◆ How to complete this task
Where the data below has the string "green", return the whole line.

^^^^

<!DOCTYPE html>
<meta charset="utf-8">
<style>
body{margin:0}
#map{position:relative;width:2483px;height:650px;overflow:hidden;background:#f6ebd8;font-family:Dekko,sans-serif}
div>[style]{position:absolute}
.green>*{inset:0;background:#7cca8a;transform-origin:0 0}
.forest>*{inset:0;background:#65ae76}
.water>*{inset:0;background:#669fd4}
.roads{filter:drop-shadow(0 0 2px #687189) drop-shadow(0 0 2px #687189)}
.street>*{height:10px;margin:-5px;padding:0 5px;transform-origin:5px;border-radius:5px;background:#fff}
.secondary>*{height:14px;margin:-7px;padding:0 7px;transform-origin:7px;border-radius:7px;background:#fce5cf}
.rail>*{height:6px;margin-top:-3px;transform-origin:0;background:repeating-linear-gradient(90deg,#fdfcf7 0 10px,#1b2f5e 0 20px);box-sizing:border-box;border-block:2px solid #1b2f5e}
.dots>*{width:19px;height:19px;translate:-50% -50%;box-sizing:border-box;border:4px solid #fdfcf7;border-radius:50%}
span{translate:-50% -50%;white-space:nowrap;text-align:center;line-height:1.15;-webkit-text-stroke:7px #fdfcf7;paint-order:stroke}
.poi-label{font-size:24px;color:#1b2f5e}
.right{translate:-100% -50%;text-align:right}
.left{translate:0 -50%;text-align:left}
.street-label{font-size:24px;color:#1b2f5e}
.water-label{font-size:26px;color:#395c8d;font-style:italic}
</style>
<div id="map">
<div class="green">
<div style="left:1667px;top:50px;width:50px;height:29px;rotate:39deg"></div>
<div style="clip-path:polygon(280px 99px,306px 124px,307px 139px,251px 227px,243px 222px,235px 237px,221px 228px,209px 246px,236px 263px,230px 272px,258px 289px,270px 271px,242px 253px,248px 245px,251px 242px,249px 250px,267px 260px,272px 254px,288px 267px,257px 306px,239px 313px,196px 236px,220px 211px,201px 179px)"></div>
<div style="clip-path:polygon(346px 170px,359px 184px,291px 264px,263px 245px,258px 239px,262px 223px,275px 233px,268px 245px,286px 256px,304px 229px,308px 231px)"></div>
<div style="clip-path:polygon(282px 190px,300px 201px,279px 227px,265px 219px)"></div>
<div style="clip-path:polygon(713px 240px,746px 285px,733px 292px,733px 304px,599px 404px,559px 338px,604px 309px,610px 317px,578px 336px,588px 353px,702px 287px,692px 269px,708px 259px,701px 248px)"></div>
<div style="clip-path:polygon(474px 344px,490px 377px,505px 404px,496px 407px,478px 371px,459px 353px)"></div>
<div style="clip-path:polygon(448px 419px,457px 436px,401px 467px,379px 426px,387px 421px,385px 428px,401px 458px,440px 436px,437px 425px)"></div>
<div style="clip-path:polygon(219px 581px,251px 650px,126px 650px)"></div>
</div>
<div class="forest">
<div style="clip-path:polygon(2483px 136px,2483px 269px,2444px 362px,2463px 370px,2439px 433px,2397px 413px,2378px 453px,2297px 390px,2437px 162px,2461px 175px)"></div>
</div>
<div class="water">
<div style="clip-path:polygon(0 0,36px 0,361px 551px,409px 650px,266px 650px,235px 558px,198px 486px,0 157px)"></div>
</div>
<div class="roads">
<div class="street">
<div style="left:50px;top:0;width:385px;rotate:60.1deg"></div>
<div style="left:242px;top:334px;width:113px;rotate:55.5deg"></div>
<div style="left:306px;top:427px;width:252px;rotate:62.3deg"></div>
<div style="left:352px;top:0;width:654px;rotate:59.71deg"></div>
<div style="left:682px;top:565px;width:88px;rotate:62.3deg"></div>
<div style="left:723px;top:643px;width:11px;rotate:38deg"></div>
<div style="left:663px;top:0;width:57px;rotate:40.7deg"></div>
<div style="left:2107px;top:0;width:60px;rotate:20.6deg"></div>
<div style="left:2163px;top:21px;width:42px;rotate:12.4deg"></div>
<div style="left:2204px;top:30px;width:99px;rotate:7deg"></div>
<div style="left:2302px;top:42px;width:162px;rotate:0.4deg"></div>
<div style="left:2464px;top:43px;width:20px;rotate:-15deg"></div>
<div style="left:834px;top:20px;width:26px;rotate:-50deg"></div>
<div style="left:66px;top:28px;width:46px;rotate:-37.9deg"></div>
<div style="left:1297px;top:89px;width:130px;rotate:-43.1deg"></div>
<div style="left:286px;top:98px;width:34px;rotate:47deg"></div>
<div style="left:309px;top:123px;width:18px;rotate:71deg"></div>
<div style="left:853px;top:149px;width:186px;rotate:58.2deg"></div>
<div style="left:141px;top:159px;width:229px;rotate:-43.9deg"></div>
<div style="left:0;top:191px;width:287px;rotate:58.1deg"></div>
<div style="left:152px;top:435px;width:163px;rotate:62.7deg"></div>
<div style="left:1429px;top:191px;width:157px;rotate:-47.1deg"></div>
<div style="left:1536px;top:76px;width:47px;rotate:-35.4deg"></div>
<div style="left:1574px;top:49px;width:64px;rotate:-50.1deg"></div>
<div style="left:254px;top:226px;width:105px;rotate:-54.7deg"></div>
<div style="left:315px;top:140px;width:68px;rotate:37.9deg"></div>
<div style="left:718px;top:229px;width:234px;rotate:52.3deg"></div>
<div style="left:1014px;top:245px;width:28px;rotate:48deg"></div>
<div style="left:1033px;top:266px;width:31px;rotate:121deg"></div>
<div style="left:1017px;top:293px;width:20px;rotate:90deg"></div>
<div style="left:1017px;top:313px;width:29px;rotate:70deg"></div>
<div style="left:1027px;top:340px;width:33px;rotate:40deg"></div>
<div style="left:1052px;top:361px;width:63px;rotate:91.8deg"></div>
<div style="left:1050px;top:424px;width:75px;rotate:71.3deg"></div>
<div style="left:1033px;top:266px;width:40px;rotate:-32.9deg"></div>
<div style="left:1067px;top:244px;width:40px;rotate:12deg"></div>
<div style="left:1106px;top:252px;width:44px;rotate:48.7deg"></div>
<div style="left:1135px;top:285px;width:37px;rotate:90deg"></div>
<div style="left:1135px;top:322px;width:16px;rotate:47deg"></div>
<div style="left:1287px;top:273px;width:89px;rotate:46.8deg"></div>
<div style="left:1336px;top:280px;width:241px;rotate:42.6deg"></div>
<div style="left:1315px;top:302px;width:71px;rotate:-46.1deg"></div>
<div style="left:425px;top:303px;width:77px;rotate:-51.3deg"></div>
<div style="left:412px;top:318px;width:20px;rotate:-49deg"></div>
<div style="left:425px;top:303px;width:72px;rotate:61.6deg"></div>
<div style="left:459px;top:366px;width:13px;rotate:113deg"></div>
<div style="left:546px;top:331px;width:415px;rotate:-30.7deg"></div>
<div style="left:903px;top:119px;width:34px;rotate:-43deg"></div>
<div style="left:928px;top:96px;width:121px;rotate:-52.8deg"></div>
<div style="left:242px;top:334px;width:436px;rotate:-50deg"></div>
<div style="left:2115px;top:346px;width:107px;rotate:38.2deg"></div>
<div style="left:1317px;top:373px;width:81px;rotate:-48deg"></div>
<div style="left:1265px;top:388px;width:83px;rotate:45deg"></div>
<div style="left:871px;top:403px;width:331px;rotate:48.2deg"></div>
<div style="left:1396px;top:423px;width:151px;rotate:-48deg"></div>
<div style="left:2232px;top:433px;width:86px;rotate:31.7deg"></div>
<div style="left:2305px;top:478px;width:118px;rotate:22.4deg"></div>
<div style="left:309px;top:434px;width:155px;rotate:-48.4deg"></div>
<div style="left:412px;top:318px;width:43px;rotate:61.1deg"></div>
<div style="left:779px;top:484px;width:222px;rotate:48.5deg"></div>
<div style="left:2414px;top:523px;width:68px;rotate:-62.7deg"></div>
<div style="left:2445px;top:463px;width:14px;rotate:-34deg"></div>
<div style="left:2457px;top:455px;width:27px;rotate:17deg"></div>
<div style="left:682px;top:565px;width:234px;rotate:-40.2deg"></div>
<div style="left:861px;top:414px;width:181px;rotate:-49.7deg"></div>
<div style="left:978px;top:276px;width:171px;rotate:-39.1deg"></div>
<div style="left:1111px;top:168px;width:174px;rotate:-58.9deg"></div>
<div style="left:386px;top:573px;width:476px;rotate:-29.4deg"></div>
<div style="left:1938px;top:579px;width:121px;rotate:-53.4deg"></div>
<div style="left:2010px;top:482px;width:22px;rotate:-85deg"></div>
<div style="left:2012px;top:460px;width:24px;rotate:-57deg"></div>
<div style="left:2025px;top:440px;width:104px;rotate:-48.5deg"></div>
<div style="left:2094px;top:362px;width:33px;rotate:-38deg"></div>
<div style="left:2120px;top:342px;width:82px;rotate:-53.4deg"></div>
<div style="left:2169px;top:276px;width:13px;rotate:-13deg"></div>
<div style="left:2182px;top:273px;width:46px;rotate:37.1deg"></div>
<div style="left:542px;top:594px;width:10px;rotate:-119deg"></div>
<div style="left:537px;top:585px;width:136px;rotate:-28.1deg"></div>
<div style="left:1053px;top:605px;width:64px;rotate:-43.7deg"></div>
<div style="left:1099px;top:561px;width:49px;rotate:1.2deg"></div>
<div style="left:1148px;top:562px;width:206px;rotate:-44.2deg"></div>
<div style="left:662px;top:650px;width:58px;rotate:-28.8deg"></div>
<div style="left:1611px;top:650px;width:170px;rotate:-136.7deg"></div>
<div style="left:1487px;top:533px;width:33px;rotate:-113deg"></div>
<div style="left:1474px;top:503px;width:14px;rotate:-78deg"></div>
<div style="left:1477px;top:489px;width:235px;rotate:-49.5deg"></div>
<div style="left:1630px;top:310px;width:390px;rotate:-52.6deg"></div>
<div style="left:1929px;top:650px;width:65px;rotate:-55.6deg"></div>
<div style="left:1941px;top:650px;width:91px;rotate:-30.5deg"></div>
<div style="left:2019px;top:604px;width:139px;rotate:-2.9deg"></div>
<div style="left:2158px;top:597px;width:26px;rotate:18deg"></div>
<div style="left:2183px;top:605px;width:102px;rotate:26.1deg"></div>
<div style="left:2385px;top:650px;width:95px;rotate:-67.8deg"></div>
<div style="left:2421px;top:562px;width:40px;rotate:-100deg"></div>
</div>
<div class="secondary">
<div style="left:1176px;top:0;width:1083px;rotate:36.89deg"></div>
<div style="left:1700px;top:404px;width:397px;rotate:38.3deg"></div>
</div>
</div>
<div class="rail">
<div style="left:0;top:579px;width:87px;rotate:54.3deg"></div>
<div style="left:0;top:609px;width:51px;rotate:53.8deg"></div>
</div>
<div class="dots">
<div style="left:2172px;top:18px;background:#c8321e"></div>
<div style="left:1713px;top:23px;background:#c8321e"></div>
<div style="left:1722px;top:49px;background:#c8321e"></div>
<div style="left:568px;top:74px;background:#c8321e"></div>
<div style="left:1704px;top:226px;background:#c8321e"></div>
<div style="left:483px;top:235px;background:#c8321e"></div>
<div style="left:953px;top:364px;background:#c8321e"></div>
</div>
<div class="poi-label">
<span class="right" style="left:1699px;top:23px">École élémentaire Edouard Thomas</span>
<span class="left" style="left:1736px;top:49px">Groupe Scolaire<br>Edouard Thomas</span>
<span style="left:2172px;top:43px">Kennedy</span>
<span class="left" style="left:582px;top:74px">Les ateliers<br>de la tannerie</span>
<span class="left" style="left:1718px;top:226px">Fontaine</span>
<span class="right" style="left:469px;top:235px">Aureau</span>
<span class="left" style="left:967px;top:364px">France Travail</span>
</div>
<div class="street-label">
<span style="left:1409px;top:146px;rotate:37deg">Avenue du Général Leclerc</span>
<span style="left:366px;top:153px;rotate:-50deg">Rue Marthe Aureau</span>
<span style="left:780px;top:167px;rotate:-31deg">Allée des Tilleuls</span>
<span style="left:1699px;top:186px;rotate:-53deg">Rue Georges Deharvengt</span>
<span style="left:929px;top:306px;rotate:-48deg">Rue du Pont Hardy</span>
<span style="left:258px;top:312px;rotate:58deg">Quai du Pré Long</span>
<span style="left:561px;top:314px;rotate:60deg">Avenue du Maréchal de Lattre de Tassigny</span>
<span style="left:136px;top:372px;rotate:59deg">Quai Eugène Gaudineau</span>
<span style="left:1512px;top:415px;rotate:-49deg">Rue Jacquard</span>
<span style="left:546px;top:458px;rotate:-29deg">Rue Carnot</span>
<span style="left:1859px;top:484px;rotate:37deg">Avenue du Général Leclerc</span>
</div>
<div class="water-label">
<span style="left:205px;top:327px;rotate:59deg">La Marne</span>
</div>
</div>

^^^^

◆ Solution
.green>*{inset:0;background:#7cca8a;transform-origin:0 0}
<div class="green">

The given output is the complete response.